One final point deserves some discussion. 48 U.S.C. § 751, part of the Puerto Rican Federal Relations Act, provides that the Interstate Commerce Act and the Safety Appliance Act shall not apply to Puerto Rico. Caribtow argues that this provision means that all enactments dealing with interstate commerce cannot apply to the Commonwealth, and that, since the Occupational Safety and Health Act is phrased primarily in terms of interstate commerce, the ban contained in § 751 extends to it. But § 751 does not in terms or by any reasonable implication mean any more than what it clearly says: that two particular laws shall not operate in Puerto Rico.11

We conclude, therefore, that the Occupational Safety and Health Act of 1970 applies to Puerto Rico, and that the Secretary of Labor and the Occupational Safety and Health Review Commission acted well within their authority.

The order of the Commission is affirmed.

1 In its request for admission of facts, which was not contested by Caribtow, the Secretary of Labor alleged that Caribtow buys machinery and supplies from outside of Puerto Rico and sells construction materials and supplies to buyers located outside of the Commonwealth and that Caribtow is thus an "employer" within the meaning of the Act.

2 It should be added that the Commonwealth itself, through its Department of Labor, pursuant to 29 U.S.C. § 667(b), has submitted a notice of intent to submit a plan under which it would retain authority over working conditions subject to federal standards and has received several federal grants to help in developing such a plan, now in the review stage.

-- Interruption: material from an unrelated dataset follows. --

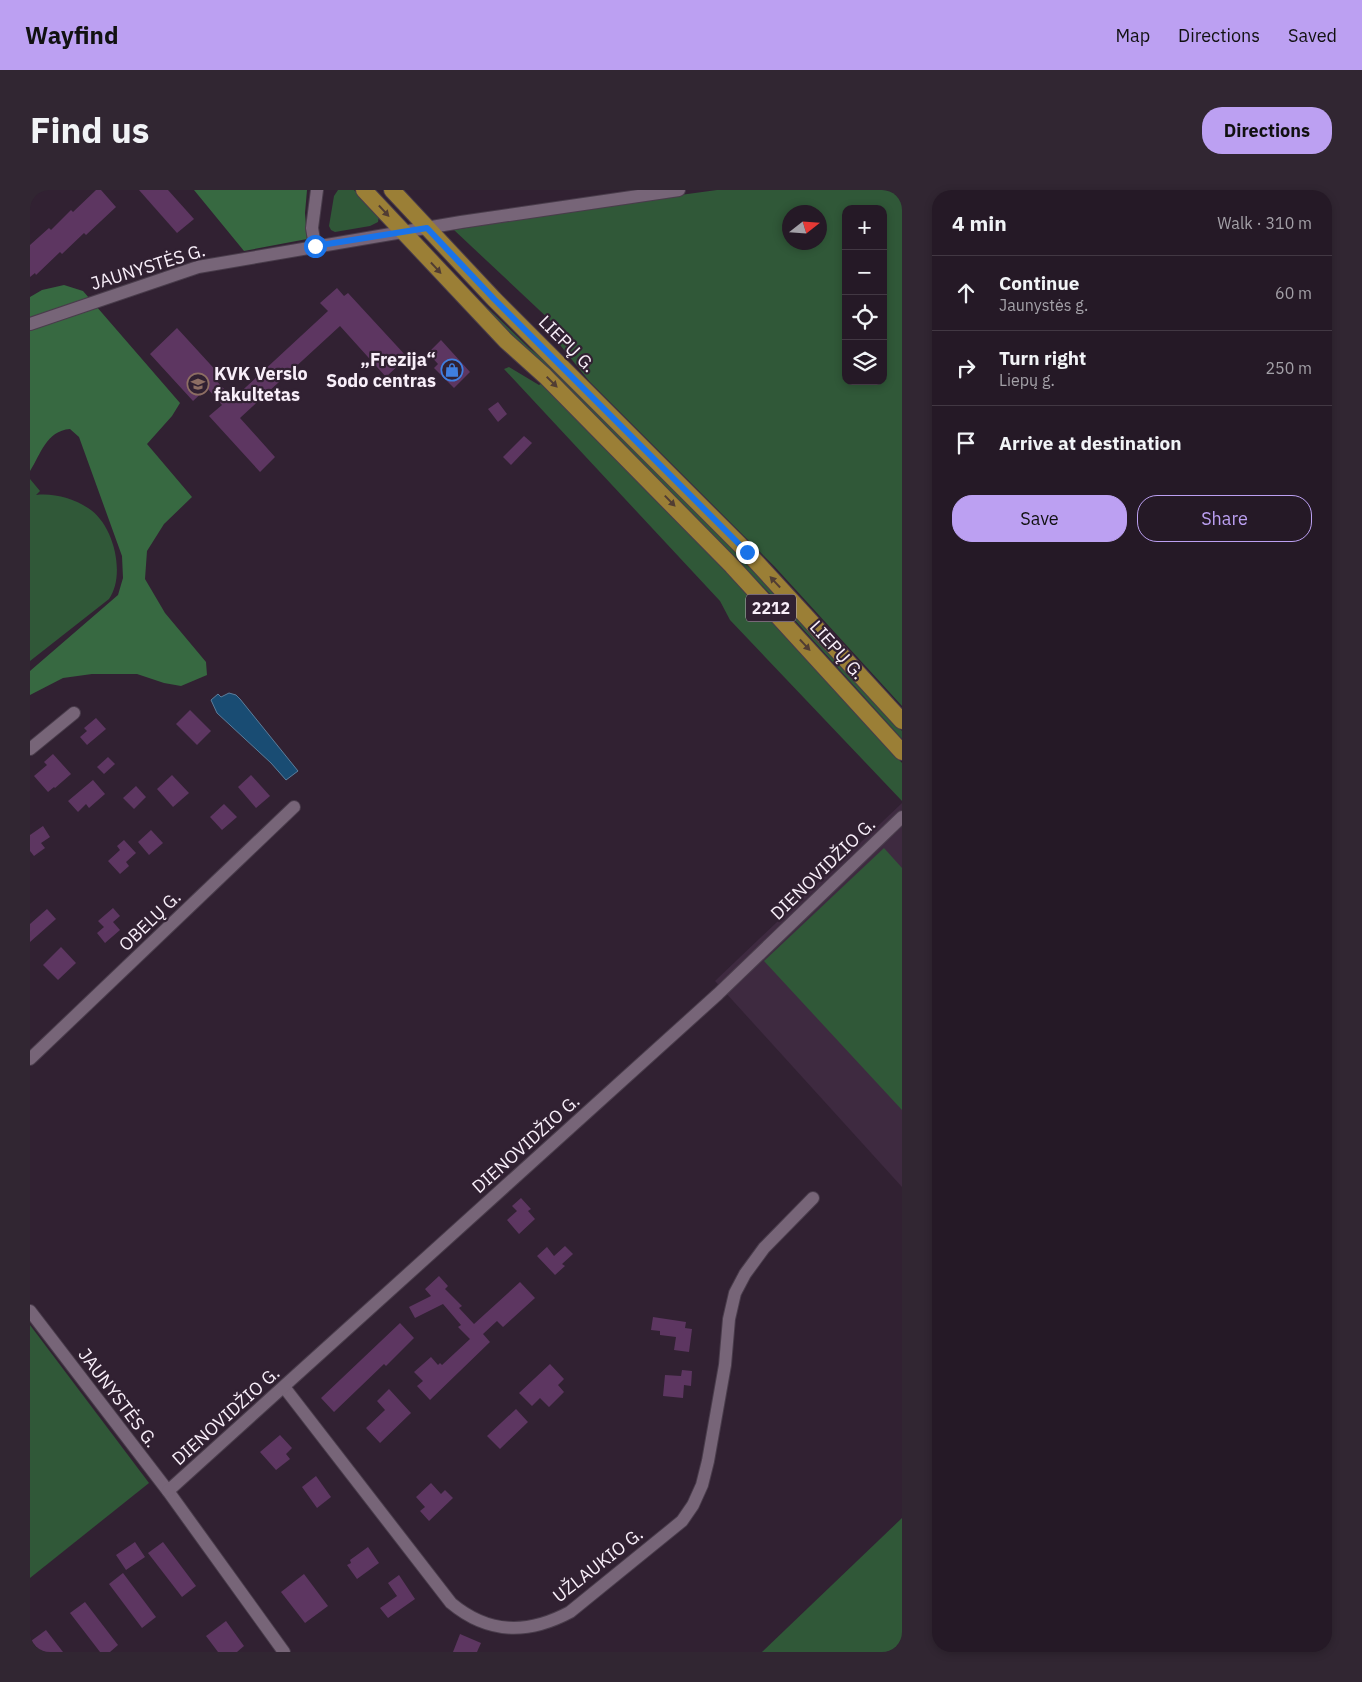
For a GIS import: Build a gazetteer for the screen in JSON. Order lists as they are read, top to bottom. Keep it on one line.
{"streets":{"main road":["LIEPŲ G.","2212"],"street":["JAUNYSTĖS G.","DIENOVIDŽIO G.","OBELŲ G.","UŽLAUKIO G."]},"crossings":[["JAUNYSTĖS G.","LIEPŲ G."],["JAUNYSTĖS G.","DIENOVIDŽIO G."],["DIENOVIDŽIO G.","UŽLAUKIO G."]],"places":{"shop":["„Frezija“ Sodo centras"],"school or university":["KVK Verslo fakultetas"]},"north":"right","page":{"header":"Wayfind","nav":["Map","Directions","Saved"],"title":"Find us","buttons":["Directions",["Save","Share"]],"heading":["4 min","Walk · 310 m"],"map_buttons":["+","−"],"list":[["Continue","Jaunystės g.","60 m"],["Turn right","Liepų g.","250 m"],"Arrive at destination"]}}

3 Referring to the bill which became Public Law 600, the Secretary of the Interior, in a letter to the Chairman of the Senate Committee on Interior and Insular Affairs, characterized the basic effects of Public Law 600 in this way:

"Those sections of the Organic Act of Puerto Rico pertaining to the political, social, and economic relationship of the United States and Puerto Rico concerning such matters as the applicability of United States laws ... would remain in force and effect and ... would be referred to as the Puerto Rican Federal Relations Act. The sections of the organic act which section 5 of the...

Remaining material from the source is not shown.